The choice of H.R. McMasters to replace Michael Flynn has been widely praised, but there are some limitations in the new Cabinet.

 

Even as someone with no military experience, the name H.R. McMasters was legendary, evoking the straight-talking warrior scholar, someone who cut through politics and defied conventional wisdom, and whose singular brilliance and unconventional thinking single-handedly forced the Army to fix its sclerotic system of awarding stars (as detailed here by Fred Kaplan). His name was almost a byword for thinking outside the box, but unlike many men (military and otherwise), he was able to see the flaws in his own institution. His first made his name by standing up to conventional wisdom, writing a thesis in which the blame for Vietnam was shifted from cowardly civilians and a fifth-columnist media and Jane Fonda and placed on the unwillingness of careerist generals to tell the truth. That took guts.

That’s why the choice of this most unconventional soldier, who also essentially cooked up the strategy that became the Surge (i.e. don’t treat every Iraqi like the enemy, and don’t just fly into a city, kill some bad guys, and leave), to replace the paranoid Russophile Micahel Flynn was greeted with universal praise.

No one doubts McMasters’s inherent independence. There are doubts about whether he can pick his own staff, whether the Bannon/Miller/Gorka axis and the “Strategic Initiative Group” will have more power and influence than the NSC, and whether, as someone still in uniform, he has the power to stand up to the civilian head of armed forces, but no one can imagine he went into this blind. And that, in and of itself, is good news.

Combined with Mattis, and Kelley, it’s hard to imagine a more qualified group. In this, and only in this, is Trump’s self-proclaimed ability to hire the best people and be an amazing leader given any credence. But even here, it is clear that he is making choices based on how it will reflect on him: this scion of unearned wealth and privilege, who graduated college in 1968 and immediately went into maximizing his wealth, wants to be surrounded by real tough men, thinking it will reflect on him.

Ah, but even then, one could say, at least he has the right people. Even if their hiring was essentially narcissism, a reality show where the host is the winner, it ended up picking two men of unquestioned intelligence and vision. And that’s true! But there are limits to even this approach. In a sharp essay at FPRI, Clint Watts details the essential flaw in the plan.

Aside from the singular focus on military generals, Trump’s national security team represents a “Team of Friends” rather than a “Team of Rivals”—the inverse approach pursued by President Obama in 2008.  Generals Mattis, Kelly, and McMaster—and Flynn before him—all fought the last decade’s counterinsurgencies on the battlefields of Iraq and Afghanistan. If America needs to fight and win a land war in Asia, no better assemblage of leaders could be collected. Their cohesion will aid communication and bring needed unity of command to a Trump administration off to a disastrous start.

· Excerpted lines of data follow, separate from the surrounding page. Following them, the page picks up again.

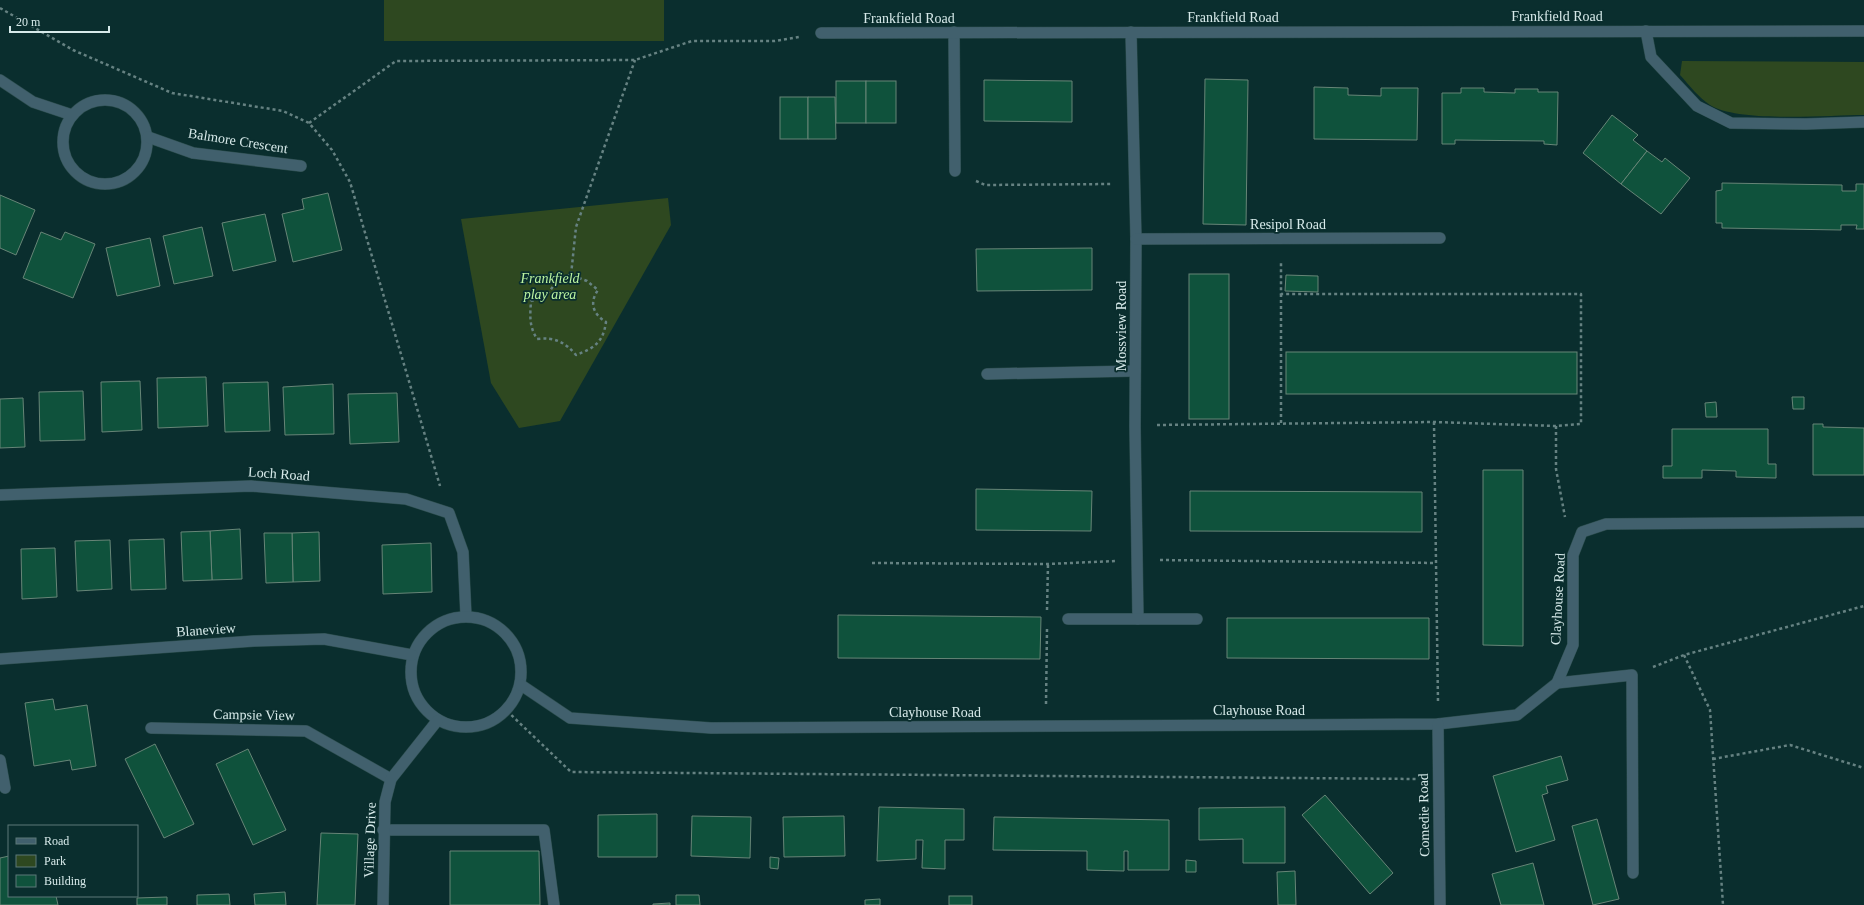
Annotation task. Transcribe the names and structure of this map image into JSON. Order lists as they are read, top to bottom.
{
  "streets": {
    "street": [
      "Frankfield Road",
      "Balmore Crescent",
      "Resipol Road",
      "Mossview Road",
      "Loch Road",
      "Clayhouse Road",
      "Blaneview",
      "Campsie View",
      "Comedie Road",
      "Village Drive"
    ]
  },
  "crossings": [
    ["Frankfield Road", "Mossview Road"],
    ["Resipol Road", "Mossview Road"],
    ["Clayhouse Road", "Blaneview"],
    ["Clayhouse Road", "Comedie Road"],
    ["Clayhouse Road", "Village Drive"],
    ["Blaneview", "Village Drive"],
    ["Campsie View", "Village Drive"]
  ],
  "parks": ["Frankfield play area"],
  "legend": ["Road", "Park", "Building"],
  "scale_bar": "20 m"
}
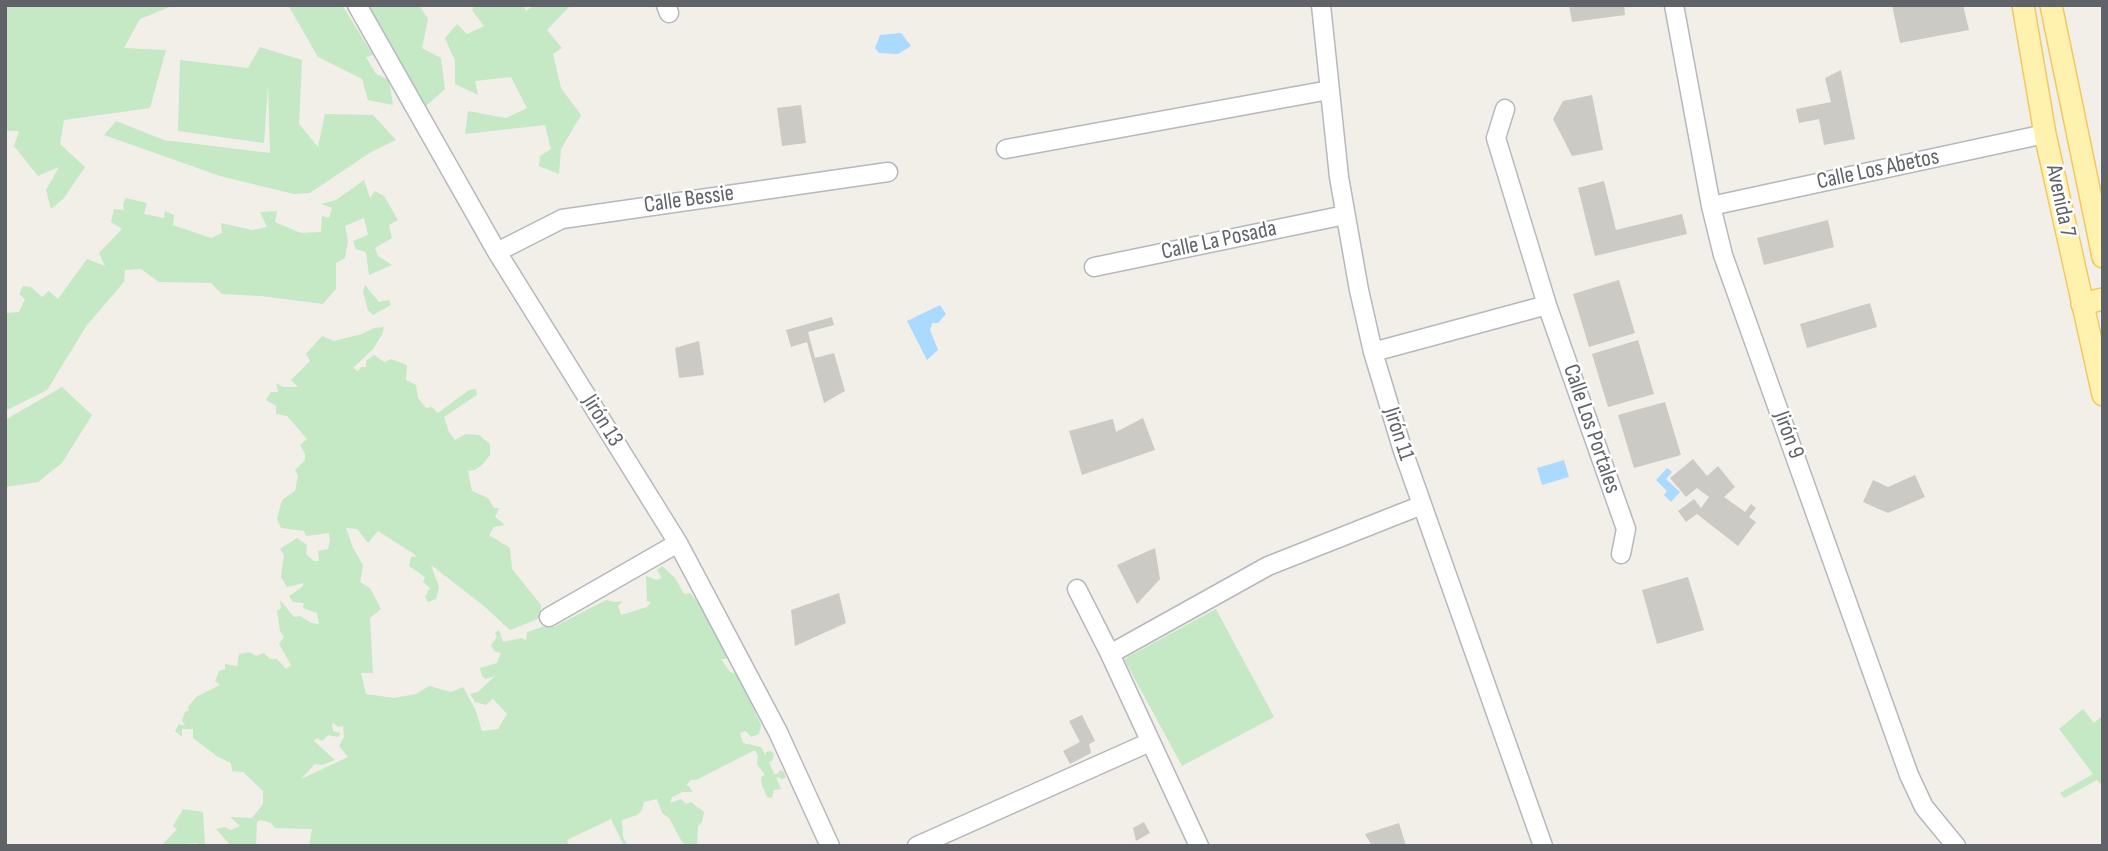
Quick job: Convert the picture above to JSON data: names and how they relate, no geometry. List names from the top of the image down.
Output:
{
  "streets": {
    "main road": ["Avenida 7"],
    "street": [
      "Calle Los Abetos",
      "Calle Bessie",
      "Calle La Posada",
      "Jirón 13",
      "Calle Los Portales",
      "Jirón 11",
      "Jirón 9"
    ]
  },
  "crossings": [
    ["Calle Los Abetos", "Avenida 7"],
    ["Calle Los Abetos", "Jirón 9"],
    ["Calle Bessie", "Jirón 13"],
    ["Calle La Posada", "Jirón 11"]
  ]
}
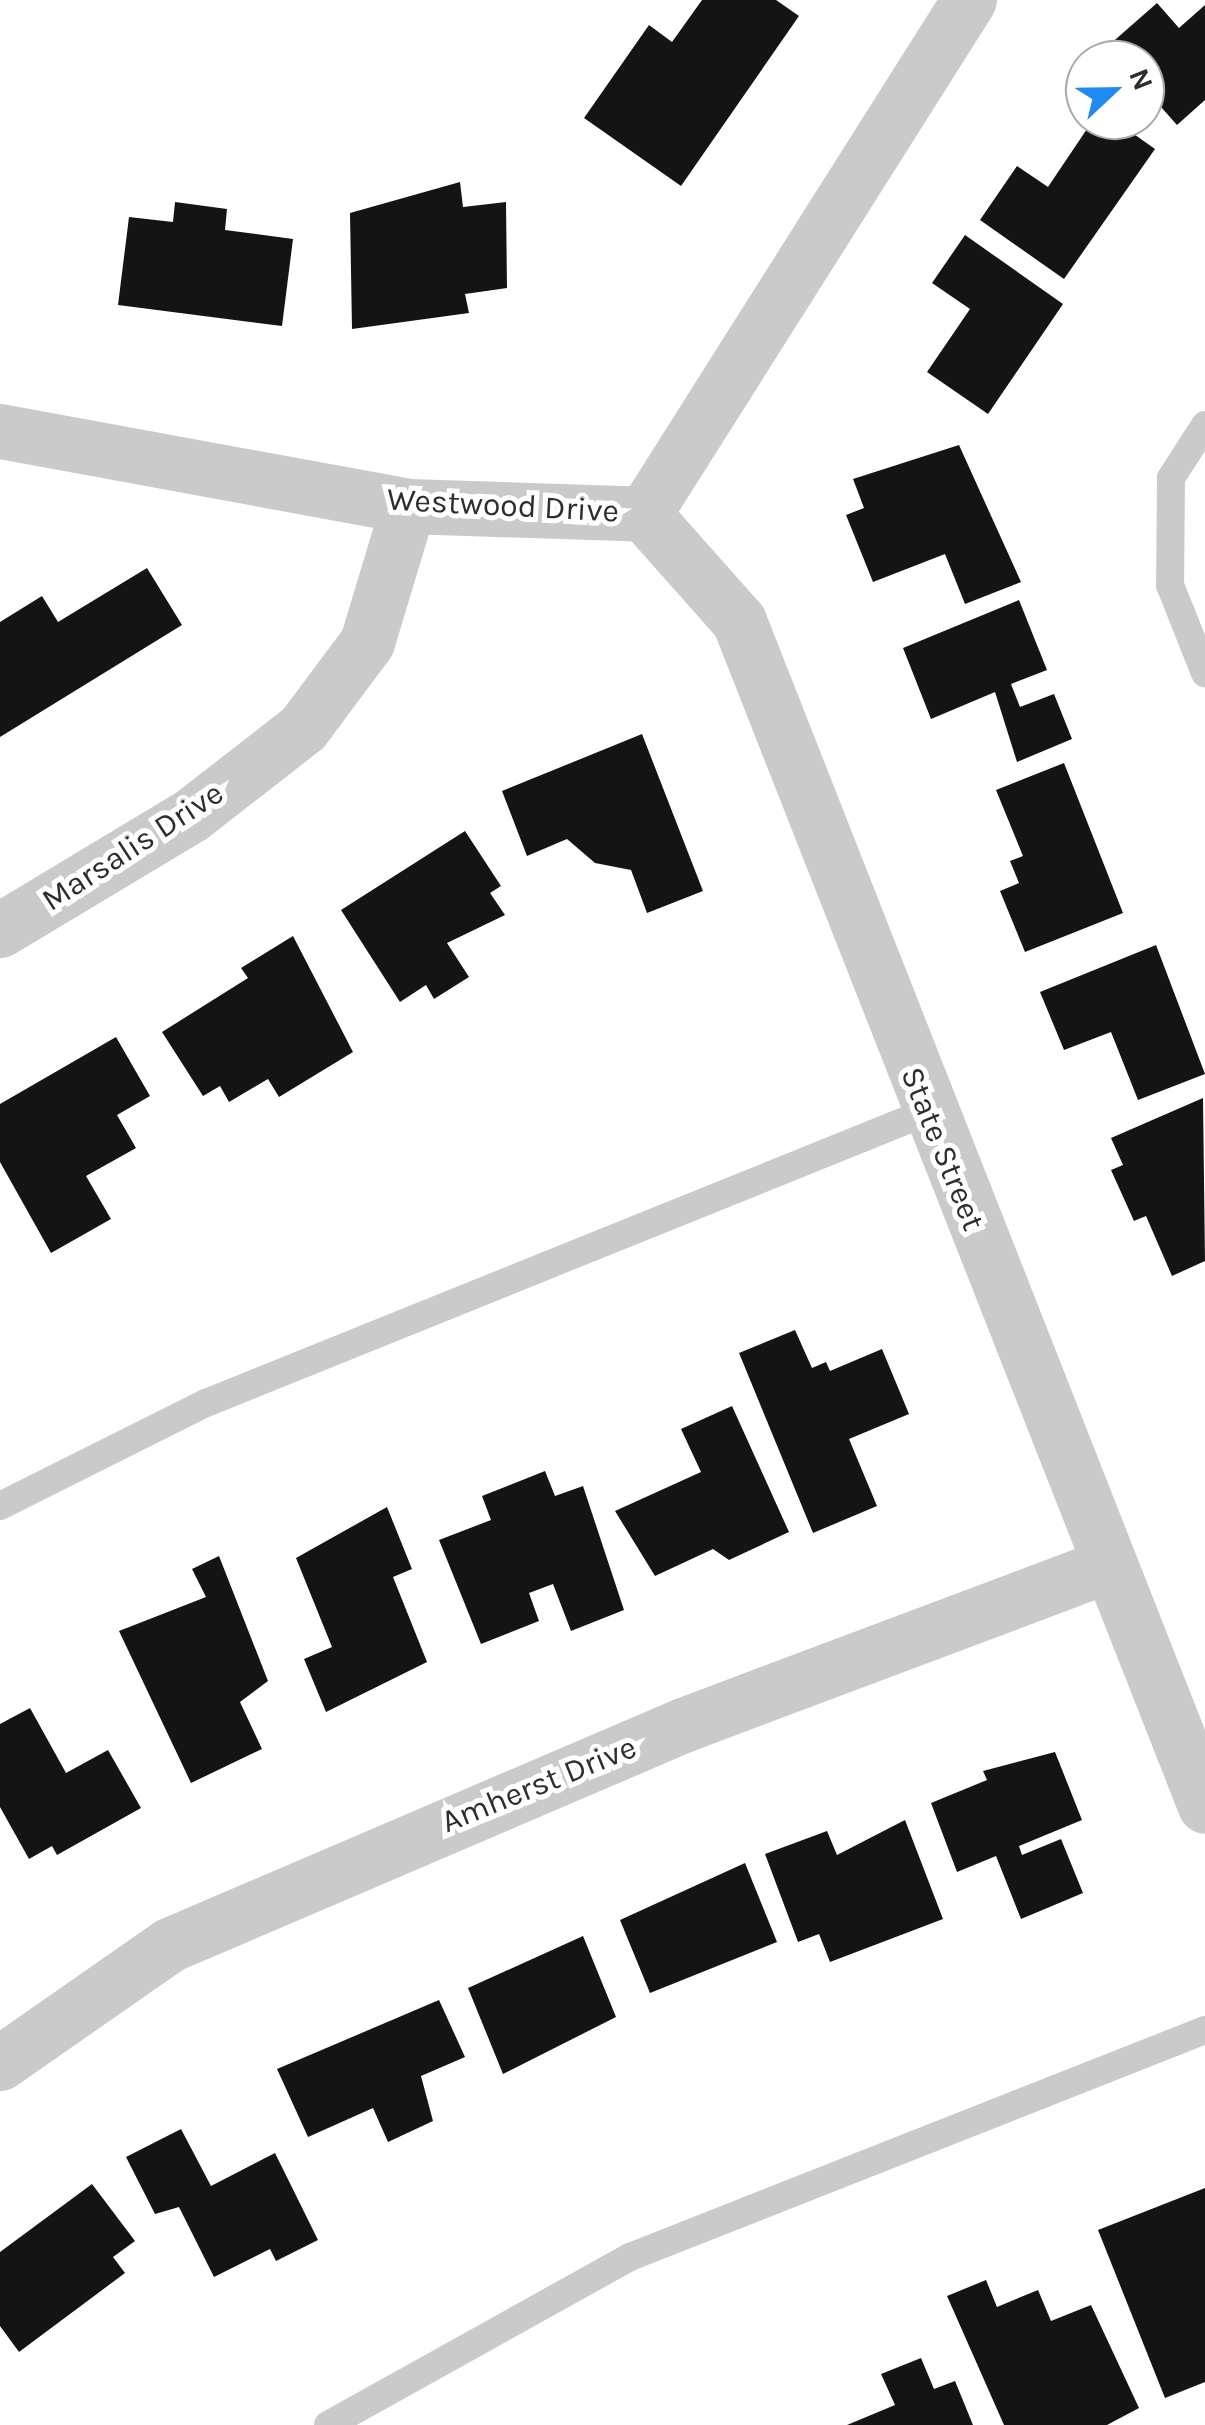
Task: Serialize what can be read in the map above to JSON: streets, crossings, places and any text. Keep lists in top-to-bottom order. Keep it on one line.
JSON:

But the “Team of Friends” approach has a downside as well. Trump’s celebrity generals ground combat depth is unparalleled, and their lack of national security breadth is unprecedented.  All are masters in the art of war, but none would be thought of as natural diplomats, economic savants, purveyors of air power, nerds in naval operations, executors of law enforcement and intelligence operations, cyber savvy tacticians, interagency hardball champions, or nation-state chess players. Even more, generals believing they could operate on fewer resources are rarer than snow leopards, calling into question Trump calls for future government cost cutting.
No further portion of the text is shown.